Stored data:
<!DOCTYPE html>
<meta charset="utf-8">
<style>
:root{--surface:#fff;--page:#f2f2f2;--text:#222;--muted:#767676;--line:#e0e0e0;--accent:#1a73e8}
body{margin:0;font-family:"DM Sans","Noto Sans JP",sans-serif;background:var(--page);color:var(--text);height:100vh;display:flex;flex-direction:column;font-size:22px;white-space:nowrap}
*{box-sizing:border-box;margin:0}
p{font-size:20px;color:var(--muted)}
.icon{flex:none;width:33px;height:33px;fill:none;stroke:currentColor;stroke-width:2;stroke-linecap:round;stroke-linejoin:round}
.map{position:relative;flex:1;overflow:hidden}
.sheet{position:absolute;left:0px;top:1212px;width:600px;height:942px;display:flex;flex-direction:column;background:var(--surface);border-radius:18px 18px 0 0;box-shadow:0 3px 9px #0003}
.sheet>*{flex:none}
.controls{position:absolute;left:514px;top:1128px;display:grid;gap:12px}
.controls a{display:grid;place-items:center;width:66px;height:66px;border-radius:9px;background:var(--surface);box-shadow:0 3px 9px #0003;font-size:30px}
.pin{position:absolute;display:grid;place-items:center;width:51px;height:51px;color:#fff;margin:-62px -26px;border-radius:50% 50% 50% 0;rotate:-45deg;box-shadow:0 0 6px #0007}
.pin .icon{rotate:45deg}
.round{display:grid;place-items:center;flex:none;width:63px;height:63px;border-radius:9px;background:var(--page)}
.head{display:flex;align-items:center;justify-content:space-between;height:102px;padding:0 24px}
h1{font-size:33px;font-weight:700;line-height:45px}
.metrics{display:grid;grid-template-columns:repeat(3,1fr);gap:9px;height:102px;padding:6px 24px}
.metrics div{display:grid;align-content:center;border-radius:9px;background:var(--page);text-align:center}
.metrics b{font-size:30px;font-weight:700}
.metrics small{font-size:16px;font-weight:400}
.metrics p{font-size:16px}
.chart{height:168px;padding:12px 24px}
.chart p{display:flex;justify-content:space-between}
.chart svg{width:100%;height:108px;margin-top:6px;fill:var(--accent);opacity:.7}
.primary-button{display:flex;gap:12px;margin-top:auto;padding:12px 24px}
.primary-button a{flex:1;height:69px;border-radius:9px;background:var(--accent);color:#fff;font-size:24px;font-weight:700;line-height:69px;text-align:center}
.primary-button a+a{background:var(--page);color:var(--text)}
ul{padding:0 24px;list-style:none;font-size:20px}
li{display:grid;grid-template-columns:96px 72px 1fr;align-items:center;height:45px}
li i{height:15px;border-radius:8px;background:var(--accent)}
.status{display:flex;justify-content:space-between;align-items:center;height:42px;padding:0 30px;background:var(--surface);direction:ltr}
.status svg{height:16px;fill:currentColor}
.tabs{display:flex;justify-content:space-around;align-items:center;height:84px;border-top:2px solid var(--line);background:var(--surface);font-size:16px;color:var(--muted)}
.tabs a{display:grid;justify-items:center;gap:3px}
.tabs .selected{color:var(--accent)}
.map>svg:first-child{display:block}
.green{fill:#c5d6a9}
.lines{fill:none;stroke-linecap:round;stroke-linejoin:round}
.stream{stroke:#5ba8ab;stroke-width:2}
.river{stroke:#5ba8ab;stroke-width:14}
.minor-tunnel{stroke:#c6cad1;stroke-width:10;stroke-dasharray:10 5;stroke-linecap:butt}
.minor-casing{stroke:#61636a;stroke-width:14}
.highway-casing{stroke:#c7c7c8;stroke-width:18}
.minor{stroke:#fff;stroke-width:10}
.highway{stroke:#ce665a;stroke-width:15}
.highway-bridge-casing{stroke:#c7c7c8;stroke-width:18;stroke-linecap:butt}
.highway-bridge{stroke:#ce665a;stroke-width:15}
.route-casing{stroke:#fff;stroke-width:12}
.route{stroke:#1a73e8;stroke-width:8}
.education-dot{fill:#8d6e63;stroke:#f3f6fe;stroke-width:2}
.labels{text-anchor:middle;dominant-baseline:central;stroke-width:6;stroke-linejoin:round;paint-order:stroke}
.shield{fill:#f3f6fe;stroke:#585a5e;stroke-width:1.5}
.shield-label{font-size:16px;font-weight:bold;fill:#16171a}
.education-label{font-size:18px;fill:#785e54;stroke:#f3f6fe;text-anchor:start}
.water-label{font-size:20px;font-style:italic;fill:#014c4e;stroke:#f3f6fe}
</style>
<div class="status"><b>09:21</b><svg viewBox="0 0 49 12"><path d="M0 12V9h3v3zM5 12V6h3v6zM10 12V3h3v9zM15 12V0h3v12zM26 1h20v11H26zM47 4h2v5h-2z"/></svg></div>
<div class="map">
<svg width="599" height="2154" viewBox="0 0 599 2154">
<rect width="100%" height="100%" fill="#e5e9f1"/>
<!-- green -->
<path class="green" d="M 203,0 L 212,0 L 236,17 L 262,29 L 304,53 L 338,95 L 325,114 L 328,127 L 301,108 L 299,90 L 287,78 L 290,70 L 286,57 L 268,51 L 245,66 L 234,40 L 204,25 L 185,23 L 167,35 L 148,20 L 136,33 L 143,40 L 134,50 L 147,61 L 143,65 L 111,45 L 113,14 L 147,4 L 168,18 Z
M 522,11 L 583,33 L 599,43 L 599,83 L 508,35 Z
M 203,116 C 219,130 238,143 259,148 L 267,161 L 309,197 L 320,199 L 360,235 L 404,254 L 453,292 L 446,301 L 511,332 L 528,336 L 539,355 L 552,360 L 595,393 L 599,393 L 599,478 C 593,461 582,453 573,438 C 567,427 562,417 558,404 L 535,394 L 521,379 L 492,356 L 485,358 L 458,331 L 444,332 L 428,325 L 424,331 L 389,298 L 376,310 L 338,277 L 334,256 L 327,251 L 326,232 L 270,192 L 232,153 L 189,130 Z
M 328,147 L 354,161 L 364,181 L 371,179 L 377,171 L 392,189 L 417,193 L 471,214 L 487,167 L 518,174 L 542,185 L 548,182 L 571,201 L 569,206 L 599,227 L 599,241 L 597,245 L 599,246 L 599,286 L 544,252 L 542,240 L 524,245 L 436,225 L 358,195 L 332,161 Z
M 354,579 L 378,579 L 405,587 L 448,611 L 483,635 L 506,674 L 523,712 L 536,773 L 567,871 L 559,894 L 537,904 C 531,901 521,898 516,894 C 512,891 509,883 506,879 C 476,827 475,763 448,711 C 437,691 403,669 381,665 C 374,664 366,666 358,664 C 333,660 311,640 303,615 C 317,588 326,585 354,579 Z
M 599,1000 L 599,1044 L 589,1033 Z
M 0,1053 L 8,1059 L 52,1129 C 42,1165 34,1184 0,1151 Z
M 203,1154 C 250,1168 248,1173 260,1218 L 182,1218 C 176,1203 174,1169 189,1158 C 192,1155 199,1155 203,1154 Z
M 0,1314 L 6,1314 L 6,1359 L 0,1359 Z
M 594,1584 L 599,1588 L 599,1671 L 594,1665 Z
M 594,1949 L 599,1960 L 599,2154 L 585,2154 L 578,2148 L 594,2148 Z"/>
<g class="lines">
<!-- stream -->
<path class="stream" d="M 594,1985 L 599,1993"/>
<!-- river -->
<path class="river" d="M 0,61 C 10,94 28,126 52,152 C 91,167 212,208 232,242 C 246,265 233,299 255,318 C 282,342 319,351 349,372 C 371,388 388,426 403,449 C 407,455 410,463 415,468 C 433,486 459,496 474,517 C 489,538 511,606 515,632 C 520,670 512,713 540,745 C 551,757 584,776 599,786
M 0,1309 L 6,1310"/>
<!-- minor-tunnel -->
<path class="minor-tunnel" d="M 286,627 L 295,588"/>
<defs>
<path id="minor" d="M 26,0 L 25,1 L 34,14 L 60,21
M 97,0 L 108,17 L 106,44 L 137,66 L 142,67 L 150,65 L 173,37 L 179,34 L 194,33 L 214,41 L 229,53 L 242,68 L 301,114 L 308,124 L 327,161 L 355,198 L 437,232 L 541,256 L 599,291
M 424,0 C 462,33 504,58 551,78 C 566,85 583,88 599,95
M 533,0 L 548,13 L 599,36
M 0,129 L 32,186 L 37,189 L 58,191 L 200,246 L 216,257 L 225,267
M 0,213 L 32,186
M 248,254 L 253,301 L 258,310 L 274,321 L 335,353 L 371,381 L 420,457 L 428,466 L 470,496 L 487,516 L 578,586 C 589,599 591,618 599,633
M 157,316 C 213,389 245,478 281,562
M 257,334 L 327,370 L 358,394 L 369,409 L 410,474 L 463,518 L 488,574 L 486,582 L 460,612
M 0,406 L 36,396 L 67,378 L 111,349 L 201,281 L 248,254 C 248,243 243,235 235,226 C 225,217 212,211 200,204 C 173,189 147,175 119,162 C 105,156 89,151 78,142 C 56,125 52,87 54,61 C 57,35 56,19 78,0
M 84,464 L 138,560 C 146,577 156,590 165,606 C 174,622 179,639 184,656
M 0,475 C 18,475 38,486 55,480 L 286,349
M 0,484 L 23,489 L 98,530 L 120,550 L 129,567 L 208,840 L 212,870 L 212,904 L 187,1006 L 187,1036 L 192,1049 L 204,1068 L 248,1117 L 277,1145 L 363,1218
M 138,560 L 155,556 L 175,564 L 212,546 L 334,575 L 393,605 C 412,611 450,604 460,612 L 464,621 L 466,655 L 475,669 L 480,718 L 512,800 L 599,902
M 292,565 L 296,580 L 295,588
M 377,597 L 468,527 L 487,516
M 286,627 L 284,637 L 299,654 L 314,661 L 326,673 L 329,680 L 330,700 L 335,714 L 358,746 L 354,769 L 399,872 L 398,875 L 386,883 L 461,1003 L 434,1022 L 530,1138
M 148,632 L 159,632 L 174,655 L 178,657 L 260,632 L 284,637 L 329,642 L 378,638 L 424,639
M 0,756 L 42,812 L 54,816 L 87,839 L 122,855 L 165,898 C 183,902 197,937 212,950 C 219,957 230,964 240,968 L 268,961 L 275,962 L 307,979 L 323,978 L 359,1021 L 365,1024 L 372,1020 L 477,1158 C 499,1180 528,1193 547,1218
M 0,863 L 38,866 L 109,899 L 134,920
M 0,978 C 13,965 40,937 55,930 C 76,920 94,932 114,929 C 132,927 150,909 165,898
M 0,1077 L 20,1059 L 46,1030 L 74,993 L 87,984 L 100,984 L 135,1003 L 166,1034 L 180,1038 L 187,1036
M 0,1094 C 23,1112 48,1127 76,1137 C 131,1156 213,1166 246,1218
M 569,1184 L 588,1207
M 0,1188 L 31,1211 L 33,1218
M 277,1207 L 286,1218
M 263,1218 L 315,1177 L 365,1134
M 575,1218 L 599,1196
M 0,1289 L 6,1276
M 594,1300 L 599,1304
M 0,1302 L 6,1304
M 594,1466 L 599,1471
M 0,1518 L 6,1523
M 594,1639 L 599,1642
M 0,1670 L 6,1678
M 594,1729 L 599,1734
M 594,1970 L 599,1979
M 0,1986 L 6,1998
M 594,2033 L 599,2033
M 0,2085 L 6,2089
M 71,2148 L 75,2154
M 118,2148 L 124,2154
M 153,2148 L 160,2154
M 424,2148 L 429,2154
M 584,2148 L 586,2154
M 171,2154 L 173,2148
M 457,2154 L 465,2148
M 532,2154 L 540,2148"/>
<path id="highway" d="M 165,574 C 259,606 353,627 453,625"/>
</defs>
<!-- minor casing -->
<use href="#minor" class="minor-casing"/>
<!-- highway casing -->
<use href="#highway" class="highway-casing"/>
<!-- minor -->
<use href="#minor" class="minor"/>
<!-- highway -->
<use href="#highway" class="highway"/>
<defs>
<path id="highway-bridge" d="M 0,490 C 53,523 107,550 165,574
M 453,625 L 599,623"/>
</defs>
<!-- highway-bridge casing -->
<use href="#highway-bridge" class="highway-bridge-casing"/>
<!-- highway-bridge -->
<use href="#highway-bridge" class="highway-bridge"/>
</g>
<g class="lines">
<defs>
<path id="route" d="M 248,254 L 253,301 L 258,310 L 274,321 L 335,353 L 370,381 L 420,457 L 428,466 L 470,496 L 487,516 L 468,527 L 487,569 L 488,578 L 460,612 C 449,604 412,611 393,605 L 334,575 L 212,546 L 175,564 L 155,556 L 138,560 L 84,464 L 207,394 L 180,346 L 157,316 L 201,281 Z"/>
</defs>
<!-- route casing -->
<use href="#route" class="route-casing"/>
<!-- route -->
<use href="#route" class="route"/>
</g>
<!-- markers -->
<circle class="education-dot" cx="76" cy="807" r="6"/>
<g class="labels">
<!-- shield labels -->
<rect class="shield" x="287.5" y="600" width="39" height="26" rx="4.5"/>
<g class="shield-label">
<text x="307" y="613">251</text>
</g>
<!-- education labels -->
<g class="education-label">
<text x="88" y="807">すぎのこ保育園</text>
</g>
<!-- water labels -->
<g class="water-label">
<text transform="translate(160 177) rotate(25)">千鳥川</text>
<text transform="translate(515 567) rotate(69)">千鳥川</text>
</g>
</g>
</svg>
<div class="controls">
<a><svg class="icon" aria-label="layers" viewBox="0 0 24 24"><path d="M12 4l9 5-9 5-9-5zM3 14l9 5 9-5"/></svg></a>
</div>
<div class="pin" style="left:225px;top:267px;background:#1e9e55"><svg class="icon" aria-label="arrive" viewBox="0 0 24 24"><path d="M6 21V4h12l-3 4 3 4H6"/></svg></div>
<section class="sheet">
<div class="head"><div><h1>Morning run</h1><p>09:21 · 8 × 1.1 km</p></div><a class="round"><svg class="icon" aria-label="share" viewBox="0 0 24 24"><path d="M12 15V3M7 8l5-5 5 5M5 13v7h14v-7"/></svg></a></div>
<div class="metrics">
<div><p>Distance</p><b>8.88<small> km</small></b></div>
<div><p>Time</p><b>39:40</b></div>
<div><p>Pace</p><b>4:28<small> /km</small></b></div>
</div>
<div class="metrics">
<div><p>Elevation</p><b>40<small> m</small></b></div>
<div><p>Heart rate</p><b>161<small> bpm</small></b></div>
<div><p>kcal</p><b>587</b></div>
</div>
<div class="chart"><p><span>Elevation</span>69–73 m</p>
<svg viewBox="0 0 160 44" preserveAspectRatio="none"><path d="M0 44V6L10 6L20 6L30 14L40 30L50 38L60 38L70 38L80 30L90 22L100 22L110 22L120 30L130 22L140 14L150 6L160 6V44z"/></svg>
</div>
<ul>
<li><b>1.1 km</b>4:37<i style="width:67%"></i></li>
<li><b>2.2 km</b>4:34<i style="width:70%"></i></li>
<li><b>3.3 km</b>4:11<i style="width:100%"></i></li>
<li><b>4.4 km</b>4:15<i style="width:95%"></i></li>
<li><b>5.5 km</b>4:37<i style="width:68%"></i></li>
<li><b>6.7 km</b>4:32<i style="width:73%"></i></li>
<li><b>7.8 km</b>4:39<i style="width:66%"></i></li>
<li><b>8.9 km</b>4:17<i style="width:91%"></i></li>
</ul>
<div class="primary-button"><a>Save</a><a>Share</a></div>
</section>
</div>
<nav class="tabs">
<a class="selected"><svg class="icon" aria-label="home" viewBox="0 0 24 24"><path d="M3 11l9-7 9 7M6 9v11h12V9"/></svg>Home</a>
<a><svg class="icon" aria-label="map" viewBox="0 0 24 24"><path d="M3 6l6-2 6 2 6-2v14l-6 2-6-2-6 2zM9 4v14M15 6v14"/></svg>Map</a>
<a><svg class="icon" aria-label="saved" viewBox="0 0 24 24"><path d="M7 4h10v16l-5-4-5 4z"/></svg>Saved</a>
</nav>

● **How to complete this task**
In the entries above, find each line with the string "controls" and copy it.

● **Exercise output**
.controls{position:absolute;left:514px;top:1128px;display:grid;gap:12px}
.controls a{display:grid;place-items:center;width:66px;height:66px;border-radius:9px;background:var(--surface);box-shadow:0 3px 9px #0003;font-size:30px}
<div class="controls">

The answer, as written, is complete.